Problem statement :: The string "size" appears in some lines of the entries that follow; copy each such line.

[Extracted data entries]
»»

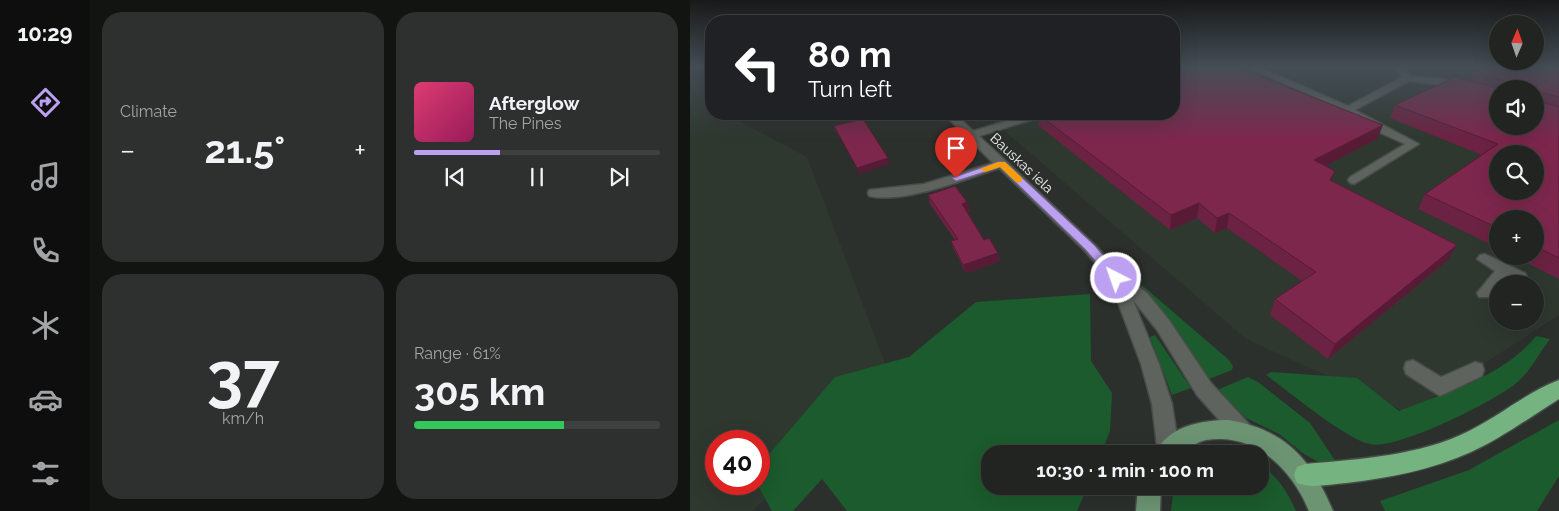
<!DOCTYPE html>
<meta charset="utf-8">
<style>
:root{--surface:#212421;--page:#2d302e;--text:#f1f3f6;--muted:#a2a4a5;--line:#3e413f;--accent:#bca0f2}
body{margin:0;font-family:Raleway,sans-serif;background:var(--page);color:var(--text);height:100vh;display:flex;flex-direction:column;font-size:19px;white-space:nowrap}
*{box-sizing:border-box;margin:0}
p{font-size:16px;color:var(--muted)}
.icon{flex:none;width:28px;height:28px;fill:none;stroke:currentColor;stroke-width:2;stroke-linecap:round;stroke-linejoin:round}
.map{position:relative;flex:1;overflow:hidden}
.side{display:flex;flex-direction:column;gap:12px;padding:12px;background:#121412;width:600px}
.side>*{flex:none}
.hud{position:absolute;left:15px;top:15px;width:475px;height:105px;border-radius:20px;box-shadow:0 5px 20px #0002,0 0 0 1px var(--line);background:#202124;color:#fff;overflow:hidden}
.needle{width:32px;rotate:2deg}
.buttons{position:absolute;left:799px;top:15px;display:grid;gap:10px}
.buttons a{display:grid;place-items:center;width:55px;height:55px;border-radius:50%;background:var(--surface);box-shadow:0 5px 20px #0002,0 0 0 1px var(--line);font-size:25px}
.speed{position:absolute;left:15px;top:430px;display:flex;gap:10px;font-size:25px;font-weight:700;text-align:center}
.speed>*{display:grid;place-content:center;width:65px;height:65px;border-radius:50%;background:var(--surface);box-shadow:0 5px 20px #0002,0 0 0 1px var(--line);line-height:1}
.speed .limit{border:8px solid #d22;background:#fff;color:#111}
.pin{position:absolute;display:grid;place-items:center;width:42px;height:42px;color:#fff;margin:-51px -21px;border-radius:50% 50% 50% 0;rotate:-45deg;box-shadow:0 0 5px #0007}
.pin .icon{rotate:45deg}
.me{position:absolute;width:55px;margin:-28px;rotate:319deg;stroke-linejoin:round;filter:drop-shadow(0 0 4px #0008)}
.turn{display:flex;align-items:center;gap:18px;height:105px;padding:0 20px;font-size:22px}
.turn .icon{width:65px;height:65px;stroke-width:2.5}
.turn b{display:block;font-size:35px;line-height:42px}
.big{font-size:38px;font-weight:700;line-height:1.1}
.side .widget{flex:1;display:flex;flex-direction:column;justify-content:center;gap:8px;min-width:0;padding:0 18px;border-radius:20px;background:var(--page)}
.side .dial{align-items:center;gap:0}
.dial b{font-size:65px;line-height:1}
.song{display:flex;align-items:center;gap:15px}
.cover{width:60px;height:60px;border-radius:8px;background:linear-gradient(135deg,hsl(340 70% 55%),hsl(330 70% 35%))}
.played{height:5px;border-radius:2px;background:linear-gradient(90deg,var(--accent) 35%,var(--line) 35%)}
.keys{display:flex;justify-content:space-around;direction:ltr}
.heat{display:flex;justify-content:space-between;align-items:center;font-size:28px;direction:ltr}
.charge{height:8px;border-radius:4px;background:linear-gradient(90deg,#34c759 61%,var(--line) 0)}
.side .tiles{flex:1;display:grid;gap:12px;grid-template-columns:repeat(2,1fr)}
.trip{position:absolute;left:291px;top:445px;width:288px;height:50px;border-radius:20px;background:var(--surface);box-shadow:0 5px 20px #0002,0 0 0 1px var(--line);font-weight:700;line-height:50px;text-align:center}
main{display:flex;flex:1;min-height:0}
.tabs{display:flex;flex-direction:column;width:90px;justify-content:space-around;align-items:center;background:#0d0e0d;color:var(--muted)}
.tabs .icon{width:35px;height:35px}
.tabs .active{color:var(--accent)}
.tabs b{font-size:22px;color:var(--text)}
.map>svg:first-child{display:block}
</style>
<main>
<nav class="tabs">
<b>10:29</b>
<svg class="icon active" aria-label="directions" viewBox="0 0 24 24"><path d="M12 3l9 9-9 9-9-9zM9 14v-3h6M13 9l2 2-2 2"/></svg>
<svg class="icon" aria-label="music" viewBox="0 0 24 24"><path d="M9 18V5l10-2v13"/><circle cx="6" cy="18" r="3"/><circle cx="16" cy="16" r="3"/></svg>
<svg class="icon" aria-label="phone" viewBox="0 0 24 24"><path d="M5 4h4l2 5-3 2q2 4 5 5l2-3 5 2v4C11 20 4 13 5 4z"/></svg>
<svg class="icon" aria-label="climate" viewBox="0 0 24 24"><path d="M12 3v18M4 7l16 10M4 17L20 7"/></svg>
<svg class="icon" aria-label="car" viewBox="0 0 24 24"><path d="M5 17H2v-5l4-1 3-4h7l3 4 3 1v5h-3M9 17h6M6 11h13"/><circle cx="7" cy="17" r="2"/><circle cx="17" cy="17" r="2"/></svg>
<svg class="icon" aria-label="filters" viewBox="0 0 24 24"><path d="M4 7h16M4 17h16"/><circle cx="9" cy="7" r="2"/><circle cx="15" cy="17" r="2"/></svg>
</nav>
<section class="side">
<div class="tiles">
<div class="widget"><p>Climate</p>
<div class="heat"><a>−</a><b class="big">21.5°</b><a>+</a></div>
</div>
<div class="widget">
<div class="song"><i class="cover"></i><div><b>Afterglow</b><p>The Pines</p></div></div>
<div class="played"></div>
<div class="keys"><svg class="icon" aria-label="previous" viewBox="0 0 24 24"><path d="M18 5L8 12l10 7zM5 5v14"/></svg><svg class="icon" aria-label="pause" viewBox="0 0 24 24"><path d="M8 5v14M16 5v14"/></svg><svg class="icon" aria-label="next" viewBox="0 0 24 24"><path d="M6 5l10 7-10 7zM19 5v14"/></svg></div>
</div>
<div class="widget dial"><b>37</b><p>km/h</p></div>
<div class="widget"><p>Range · 61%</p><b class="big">305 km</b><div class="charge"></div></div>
</div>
</section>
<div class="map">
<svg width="869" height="511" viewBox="0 0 869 511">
<rect width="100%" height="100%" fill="#2c302c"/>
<path fill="#2e382f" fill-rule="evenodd" d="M484,67H869V315L718,413L556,339L295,114H484ZM808,89H845V126H808ZM808,154H845V191H808ZM808,219H845V256H808ZM808,284H845V321H808Z
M7,77L21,95V114H36L117,157L204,387L62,511H0V78ZM26,441H69V484H26Z"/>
<path fill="#1b5b2d" d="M453,286L539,360L543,366L542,370L519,379L449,287Z
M400,294L401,361L422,393L420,431L411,454H300V486H398L387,511H157L132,479L103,511H82L67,484L69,466L145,377L219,357L286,302Z
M465,335L501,388L482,395L460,337Z
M846,336L860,339C849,353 839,374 825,384C803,402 705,451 680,444C654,438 600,392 576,375L581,372L667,378L709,411C756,392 813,377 846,336Z
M558,377L568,382L620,423L648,465L629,462L614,454L589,434L556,418L527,390Z
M869,420V476L847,511H695L690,501L779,470Z
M570,464C588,477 597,491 606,511H481L484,486H570Z"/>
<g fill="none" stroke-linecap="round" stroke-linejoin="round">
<g stroke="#484c49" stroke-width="3">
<path id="minor" d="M557,67H569L658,106L712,77L703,67H712L721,76L754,79L808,95V101L753,85L719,81L665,110L729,144L664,184L660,183L658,180L660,177L715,144L684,130L645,106Z
M254,114H265L283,131L340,114H355L354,116L289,136L405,245L432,274L457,293L479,320L521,383L559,424L563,431L559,438L552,441L545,438L507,395L467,330L443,300L469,364L482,404L489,451L488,454H468L462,404L451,364L420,281L395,251L309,168C277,179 213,204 179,196L178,193L179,190L234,184L303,163Z
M795,254L835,273L837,277L835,281L829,283L817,277L812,284H808V289L801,297H789L787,293L805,271L787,259L790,255Z
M723,360L751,377L785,362L792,364L794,370L792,376L750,396L716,374L714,368L716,362Z"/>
</g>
<g stroke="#484c49" stroke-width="3">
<path id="major" d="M539,420C596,430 621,459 643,511H619C602,469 565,432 516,440C506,442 500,448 492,453C486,456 473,454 465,454C477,426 512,420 539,420Z
M448,486H471L470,511H446Z"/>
</g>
<g stroke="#484c49" stroke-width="3">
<path id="highway" d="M869,380V399C840,417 812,438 781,452C741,470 699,478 656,483C640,484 621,489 607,483L604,475L607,467L615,464C670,459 729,456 779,431C810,416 837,392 869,380Z"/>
</g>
<use href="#minor" fill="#5e635e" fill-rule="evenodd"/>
<use href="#major" fill="#6c9473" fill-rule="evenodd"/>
<use href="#highway" fill="#75b481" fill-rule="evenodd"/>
</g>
<path fill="#6c2242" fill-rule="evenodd" d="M869,67V279L823,256H845V219H808V248L728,209L735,194L792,155L700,118L705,105L780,81L784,72ZM808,89H845L808,126Z
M555,70L688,138L635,166L642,181L758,260L638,359L580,315L585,299L612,281L537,228L525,233L507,218L480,230L349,126L347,114Z
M238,195L277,202L280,211L277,212L294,240L308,253L310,261L276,273L264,250L261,241L265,240L240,204Z"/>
<path fill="#581b36" d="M166,114H193L169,120Z
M693,125L688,138L620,174L624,160Z
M198,158L200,164L169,174L167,168Z
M277,202L280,211L275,212L272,204Z
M509,203L507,218L480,230L481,215Z
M539,213L537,228L525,233L527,218Z
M767,245L758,260L638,359L645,344Z
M308,253L310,261L276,273L273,265Z"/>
<path fill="#7d274d" stroke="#581b36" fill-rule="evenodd" d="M484,67H553L552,69L693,125L624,160L645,171L640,180L767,245L645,344L585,299L626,272L539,213L527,218L509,203L481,215L348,114H484Z
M796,67H869V97L853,93L851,94L852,102L869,107V258L845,246V219H808V228L735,194L808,144L705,105L765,77L811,89H808V126H845V89H816L815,81L784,72ZM808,154H845V191H808Z
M173,119L198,158L167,168L144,126Z
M265,186L277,202L272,204L294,240L299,238L308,253L273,265L261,241L268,239L238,195Z"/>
<linearGradient id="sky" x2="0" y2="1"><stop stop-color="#181a18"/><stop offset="0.48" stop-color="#454e56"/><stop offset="1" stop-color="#454e56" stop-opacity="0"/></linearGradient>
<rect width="869" height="139" fill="url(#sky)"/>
<path fill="#bca0f2" stroke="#7a689d" d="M308,162H315L404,245L430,275L432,278L430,280H422L396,250L310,167L266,181L262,178Z"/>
<path fill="#f59e0b" d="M308,162H315L332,178V182H326L310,167L295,172L290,169Z"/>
<g text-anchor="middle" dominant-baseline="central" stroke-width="4.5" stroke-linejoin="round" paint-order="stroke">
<g font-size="14" fill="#ecefec" stroke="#2c302c">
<text transform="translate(332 163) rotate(43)">Bauskas iela</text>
</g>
</g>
</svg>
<div class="buttons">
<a><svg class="needle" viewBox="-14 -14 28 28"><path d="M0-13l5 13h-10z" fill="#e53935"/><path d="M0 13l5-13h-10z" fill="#a2a4a5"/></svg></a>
<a><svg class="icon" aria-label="sound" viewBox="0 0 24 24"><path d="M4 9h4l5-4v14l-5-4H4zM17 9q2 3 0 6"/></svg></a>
<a><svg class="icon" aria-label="search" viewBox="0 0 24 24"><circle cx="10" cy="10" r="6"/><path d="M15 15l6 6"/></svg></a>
<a>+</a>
<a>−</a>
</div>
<div class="speed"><div class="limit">40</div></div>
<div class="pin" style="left:266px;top:178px;background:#d93025"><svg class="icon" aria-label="arrive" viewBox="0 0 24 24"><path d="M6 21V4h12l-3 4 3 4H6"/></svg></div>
<svg class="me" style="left:426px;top:278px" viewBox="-20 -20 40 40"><circle r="17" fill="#bca0f2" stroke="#fff" stroke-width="3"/><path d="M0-11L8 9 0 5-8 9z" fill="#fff"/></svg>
<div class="trip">10:30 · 1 min · 100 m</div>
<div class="hud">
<div class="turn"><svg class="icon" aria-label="left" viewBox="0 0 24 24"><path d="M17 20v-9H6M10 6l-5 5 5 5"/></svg><div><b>80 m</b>Turn left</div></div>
</div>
</div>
</main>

««

Expected output ::
body{margin:0;font-family:Raleway,sans-serif;background:var(--page);color:var(--text);height:100vh;display:flex;flex-direction:column;font-size:19px;white-space:nowrap}
p{font-size:16px;color:var(--muted)}
.buttons a{display:grid;place-items:center;width:55px;height:55px;border-radius:50%;background:var(--surface);box-shadow:0 5px 20px #0002,0 0 0 1px var(--line);font-size:25px}
.speed{position:absolute;left:15px;top:430px;display:flex;gap:10px;font-size:25px;font-weight:700;text-align:center}
.turn{display:flex;align-items:center;gap:18px;height:105px;padding:0 20px;font-size:22px}
.turn b{display:block;font-size:35px;line-height:42px}
.big{font-size:38px;font-weight:700;line-height:1.1}
.dial b{font-size:65px;line-height:1}
.heat{display:flex;justify-content:space-between;align-items:center;font-size:28px;direction:ltr}
.tabs b{font-size:22px;color:var(--text)}
<g font-size="14" fill="#ecefec" stroke="#2c302c">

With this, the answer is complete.